Antoin,e Triller (ENS - PSL) & Chris Henderson (Biogen)

PSL : Le programme PSL – Biogen a été lancé en 2018. Pourriez-vous rappeler brièvement les principaux objectifs de cette collaboration ?

Antoine Triller : Le programme PSL – Biogen est assez unique. En premier lieu, il est, sans doute, le premier programme d’échange à permettre une relation institutionnelle entre une entreprise telle que Biogen et une université tout en se distinguant des autres dispositifs de thèses financées déjà connus (CIFRE ou autre…). Il propose ainsi aux doctorants sélectionnés un dispositif original de « double mentoring » par des chercheurs de PSL et des scientifiques de Biogen, leur permettant de s’initier à une double culture. Les doctorants PSL disons « classiques » côtoient au sein du programme des chercheurs ou ingénieurs « Biogen » ayant fait le choix d'étendre leurs activités professionnelles au sein d’une thèse.

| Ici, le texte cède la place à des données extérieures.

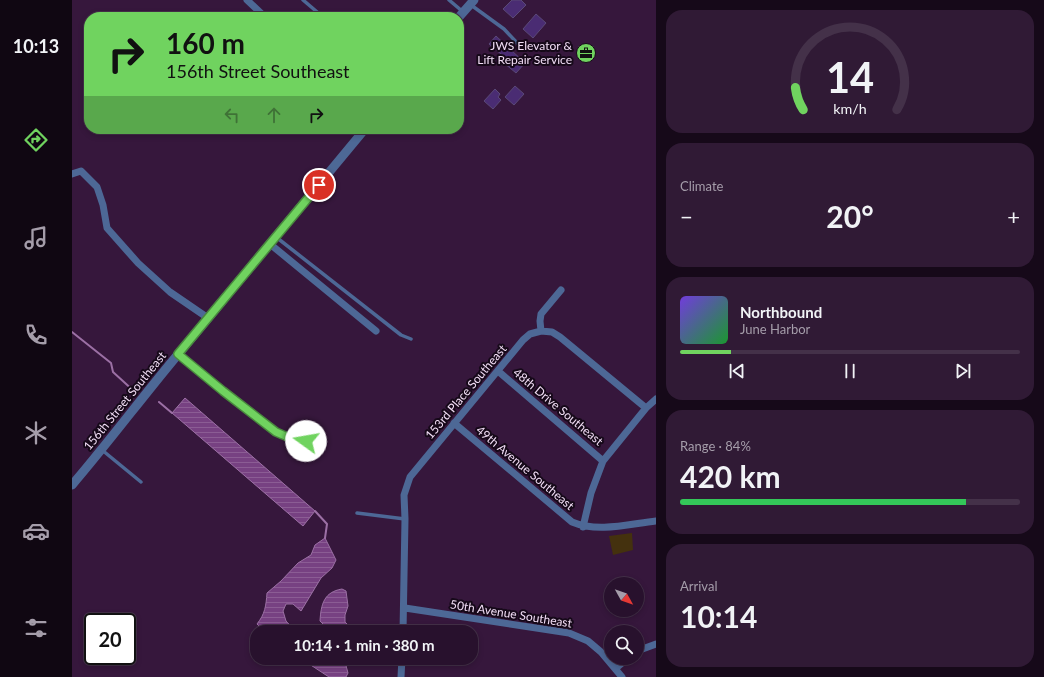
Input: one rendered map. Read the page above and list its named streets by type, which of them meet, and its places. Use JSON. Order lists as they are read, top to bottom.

Cette interpénétration des cultures est inspirante et pourrait être étendue à d’autres formations et pourquoi pas dès le Master.
Chris Henderson : Cette convergence entre PSL et Biogen est en effet tout à fait intéressante et, pour l’expliciter, peut-être faudrait-il commencer par ce que ce partenariat n’est pas ! Il ne s’agit pas, pour reprendre une confusion courante, d’un financement de Biogen pour des travaux scientifiques que nous aimerions voir réaliser. Nous disposons pour cela d’autres moyens beaucoup plus directs. Au contraire, tout l’intérêt de ce programme doctoral est de permettre et encourager la rencontre entre deux mondes qui ont parfois trop tendance à se regarder « en chiens de faïence » (pour reprendre une expression française). Notre espoir est ainsi que ces interactions scientifiques permettent l’émergence d’une cohorte de chercheurs qui ne craindront pas les partenariats et sauront au contraire en tirer profit. Par ailleurs, si ce programme permet de produire une belle science et de belles découvertes pour les malades, nous serons comblés, bien entendu.

PSL : Ce partenariat est le premier accord signé par Biogen avec une université française. Pourquoi avoir choisi l’Université PSL ?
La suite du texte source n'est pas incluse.